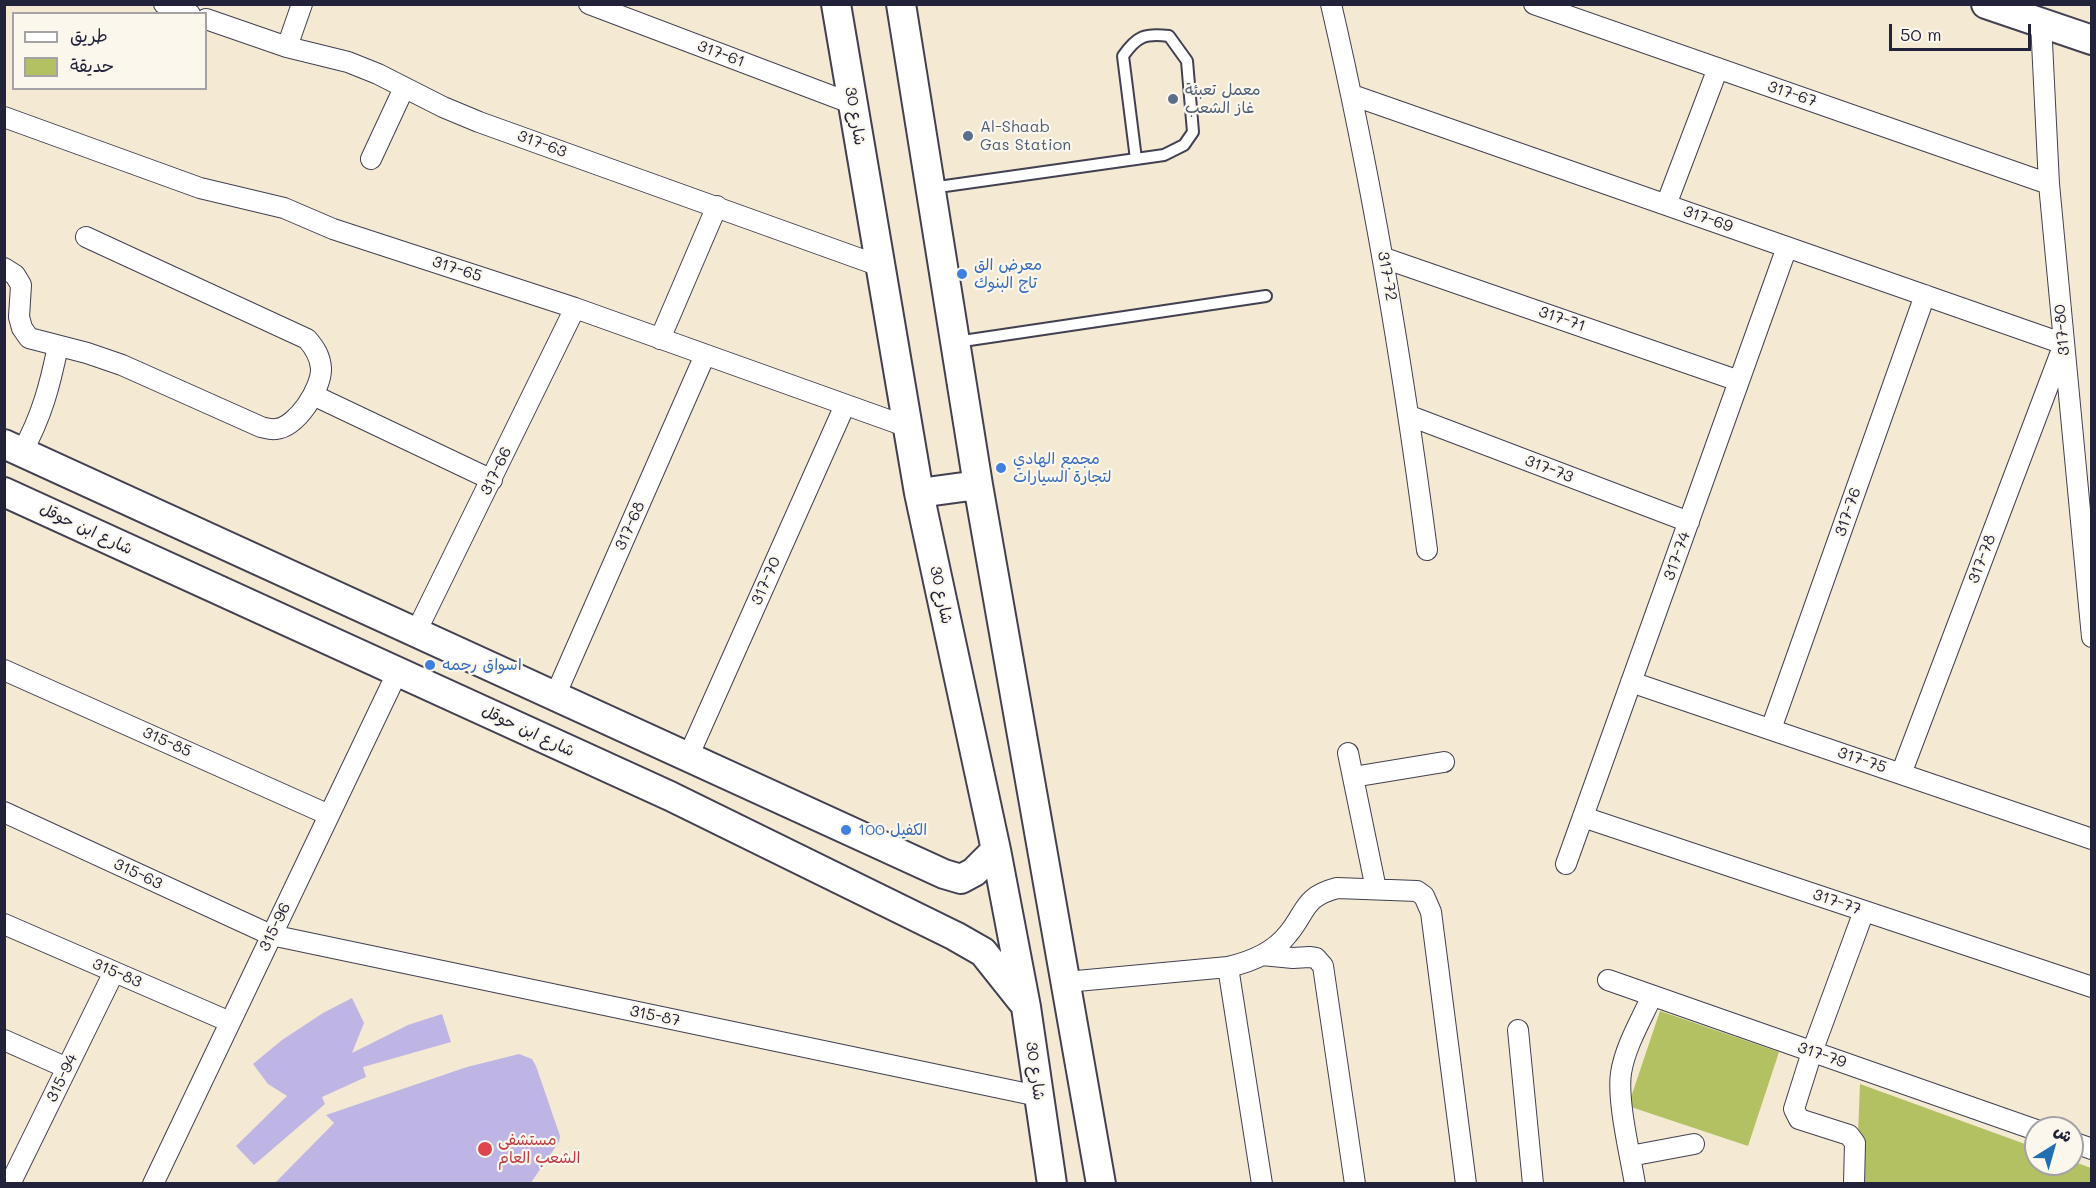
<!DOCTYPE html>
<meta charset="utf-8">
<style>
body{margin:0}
#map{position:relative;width:2096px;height:1188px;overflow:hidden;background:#f4e9d2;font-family:Mali,"Playpen Sans Arabic",sans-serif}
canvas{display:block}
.frame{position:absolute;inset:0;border:6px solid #22223b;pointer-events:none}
.legend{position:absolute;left:12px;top:12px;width:195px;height:78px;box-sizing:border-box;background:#fbf7ec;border:2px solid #a4a2a5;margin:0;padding:8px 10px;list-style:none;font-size:18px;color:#22223b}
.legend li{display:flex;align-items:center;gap:12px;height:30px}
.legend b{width:30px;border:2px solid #a4a2a5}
.north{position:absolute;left:2024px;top:1116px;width:60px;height:60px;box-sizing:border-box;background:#fbf7ec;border:2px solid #a4a2a5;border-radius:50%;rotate:37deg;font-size:16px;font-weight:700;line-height:24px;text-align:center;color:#22223b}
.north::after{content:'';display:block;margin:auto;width:21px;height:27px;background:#1f6fb2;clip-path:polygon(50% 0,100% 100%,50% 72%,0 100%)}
.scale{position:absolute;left:1889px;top:24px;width:142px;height:27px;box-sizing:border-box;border:3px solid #22223b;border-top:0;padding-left:8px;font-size:18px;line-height:21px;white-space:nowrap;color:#22223b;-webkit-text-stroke:4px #fbf7ec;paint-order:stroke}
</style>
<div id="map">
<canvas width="2096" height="1188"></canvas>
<div class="frame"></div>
<ul class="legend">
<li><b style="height:8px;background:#fff"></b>طريق</li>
<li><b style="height:16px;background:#b4c163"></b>حديقة</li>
</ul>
<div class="north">ش</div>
<div class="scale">50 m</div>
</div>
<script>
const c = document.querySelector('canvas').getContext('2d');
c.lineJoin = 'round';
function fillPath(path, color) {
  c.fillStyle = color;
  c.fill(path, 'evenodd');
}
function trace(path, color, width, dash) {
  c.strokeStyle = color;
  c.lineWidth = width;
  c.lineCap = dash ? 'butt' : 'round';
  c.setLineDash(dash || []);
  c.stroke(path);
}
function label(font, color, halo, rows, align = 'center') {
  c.font = font + ' Mali,"Playpen Sans Arabic",sans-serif';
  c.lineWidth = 4.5;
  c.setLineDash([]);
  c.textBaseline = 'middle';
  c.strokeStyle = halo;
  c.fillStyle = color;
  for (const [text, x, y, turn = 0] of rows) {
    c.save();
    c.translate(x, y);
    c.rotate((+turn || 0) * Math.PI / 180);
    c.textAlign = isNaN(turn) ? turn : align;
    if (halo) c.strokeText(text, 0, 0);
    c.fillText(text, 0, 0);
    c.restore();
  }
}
fillPath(new Path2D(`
 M1660 1011 1779 1052 1748 1146 1628 1106Z
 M1860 1084 2036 1148V1164H2072V1161L2091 1168V1183L1856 1184Z`), '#b4c163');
fillPath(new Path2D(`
 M352 998 364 1023 352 1053 408 1025 442 1014 451 1042 363 1067 366 1077 322 1097 325 1104 254 1165 236 1146 287 1096 268 1084 253 1064 282 1040 323 1013Z
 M519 1054 532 1059 536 1066 560 1136 559 1142 530 1184H274L334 1123 326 1115 467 1067Z`), '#bfb5e4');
const lane = new Path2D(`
 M931 188 1136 159 1164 155 1184 145 1193 132 1187 61 1169 36C1145 33 1137 36 1123 56L1136 159
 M956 342 1266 296`);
const street = new Path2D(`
 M164 4 190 14
 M589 4 853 104
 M1331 4C1373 185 1403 366 1427 550
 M1534 4 2049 184
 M206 19 287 47 348 62 378 74 443 107 479 122 880 266
 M2041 22 2049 184 2092 637
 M287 47 302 4
 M1352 95 2064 344 1901 774
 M4 117 200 188 284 208 333 229 575 308 908 427
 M371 159 404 88
 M1666 205 1718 68
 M1384 258 1739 381
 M4 268 15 275 21 285 19 317 22 328 29 338 87 353 122 365 261 427C266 428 271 430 276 429 297 427 322 388 321 368 320 356 315 348 307 339L86 237
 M660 339 717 206
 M313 395 492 480
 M1410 416 1689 522
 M22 452C42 416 50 385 58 346
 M416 632 575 308
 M4 670 329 815
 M1631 682 2092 839
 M555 696 705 355
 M1771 729 1925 295
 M1348 753 1376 889
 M688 757 845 405
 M1353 777 1444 762
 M4 812 271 935 1038 1096
 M1583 817 2092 987
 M1566 864 1787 247
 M4 924 230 1022
 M1262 955 1293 958 1309 957 1316 958 1323 966 1355 1184
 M1228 967 1262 1184
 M1608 980 2036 1130
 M1066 982 1228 967C1250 962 1274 952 1288 934 1307 911 1303 897 1337 888L1417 891 1424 896 1431 912 1466 1184
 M1518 1030 1533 1184
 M4 1040 67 1068
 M2072 1142 2092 1149
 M1630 1156 1694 1144
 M10 1184 114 972
 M153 1184 398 671
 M1635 1184C1630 1154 1617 1101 1621 1073 1625 1047 1641 1020 1652 996
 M1854 1184 1855 1143 1849 1135 1799 1119 1794 1109 1812 1052 1864 911`);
const secondary = new Path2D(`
 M836 4 919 493 996 850 1026 1007 1052 1184
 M901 4 978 485 1101 1184
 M1986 4 2092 40
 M4 444 944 874 961 879 974 872 996 850
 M4 492 670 796 955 936 983 952 1022 1001
 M919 493 978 485`);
trace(lane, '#424052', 14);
trace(street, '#424052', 22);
trace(secondary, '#424052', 32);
trace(lane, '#fff', 10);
trace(street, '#fff', 20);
trace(secondary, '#fff', 28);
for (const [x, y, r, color] of [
 [1173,99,6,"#5c6f8a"],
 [968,136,6,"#5c6f8a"],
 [962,274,6,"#3f7fe0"],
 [1001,468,6,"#3f7fe0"],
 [430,665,6,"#3f7fe0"],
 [846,830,6,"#3f7fe0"],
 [485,1149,8,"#e0444e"]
]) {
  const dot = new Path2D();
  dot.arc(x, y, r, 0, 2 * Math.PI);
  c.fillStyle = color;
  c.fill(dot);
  trace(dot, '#fbf7ec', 2);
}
label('16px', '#22223b', '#fbf7ec', [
 ["317-61",721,54,21],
 ["317-67",1792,94,19],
 ["شارع 30",855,116,80],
 ["317-63",542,144,20],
 ["317-69",1708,219,19],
 ["317-65",457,269,18],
 ["317-72",1387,276,80],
 ["317-71",1562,319,19],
 ["317-80",2062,330,-95],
 ["317-73",1549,469,21],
 ["317-66",496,471,-64],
 ["317-76",1848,512,-71],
 ["317-68",630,526,-66],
 ["شارع ابن حوقل",86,529,25],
 ["317-74",1677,556,-70],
 ["317-78",1982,559,-69],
 ["317-70",766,581,-66],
 ["شارع 30",941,595,78],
 ["شارع ابن حوقل",528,731,25],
 ["315-85",167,742,24],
 ["317-75",1862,760,19],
 ["315-63",138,874,25],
 ["317-77",1837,902,19],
 ["315-96",275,927,-64],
 ["315-83",117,973,23],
 ["315-87",655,1016,12],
 ["317-79",1822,1055,19],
 ["شارع 30",1035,1071,82],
 ["315-94",62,1078,-64]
]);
label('16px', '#4e5e75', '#fbf7ec', [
 ["معمل تعبئة",1185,90],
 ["غاز الشعب",1185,108],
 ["Al-Shaab",980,127],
 ["Gas Station",980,145]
], 'left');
label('16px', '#366cbe', '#fbf7ec', [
 ["معرض الق",974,265],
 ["تاج البنوك",974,283],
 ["مجمع الهادي",1013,459],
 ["لتجارة السيارات",1013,477],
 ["اسواق رحمه",442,665],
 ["الكفيل 100",858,830]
], 'left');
label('16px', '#be3a42', '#fbf7ec', [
 ["مستشفى",498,1140],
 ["الشعب العام",498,1158]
], 'left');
</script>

- **INSTRUCTIONS TO FOLLOW**: Each line of the records with the word "turn" in it is to be copied.

- **ANSWER AREA**:
  for (const [text, x, y, turn = 0] of rows) {
    c.rotate((+turn || 0) * Math.PI / 180);
    c.textAlign = isNaN(turn) ? turn : align;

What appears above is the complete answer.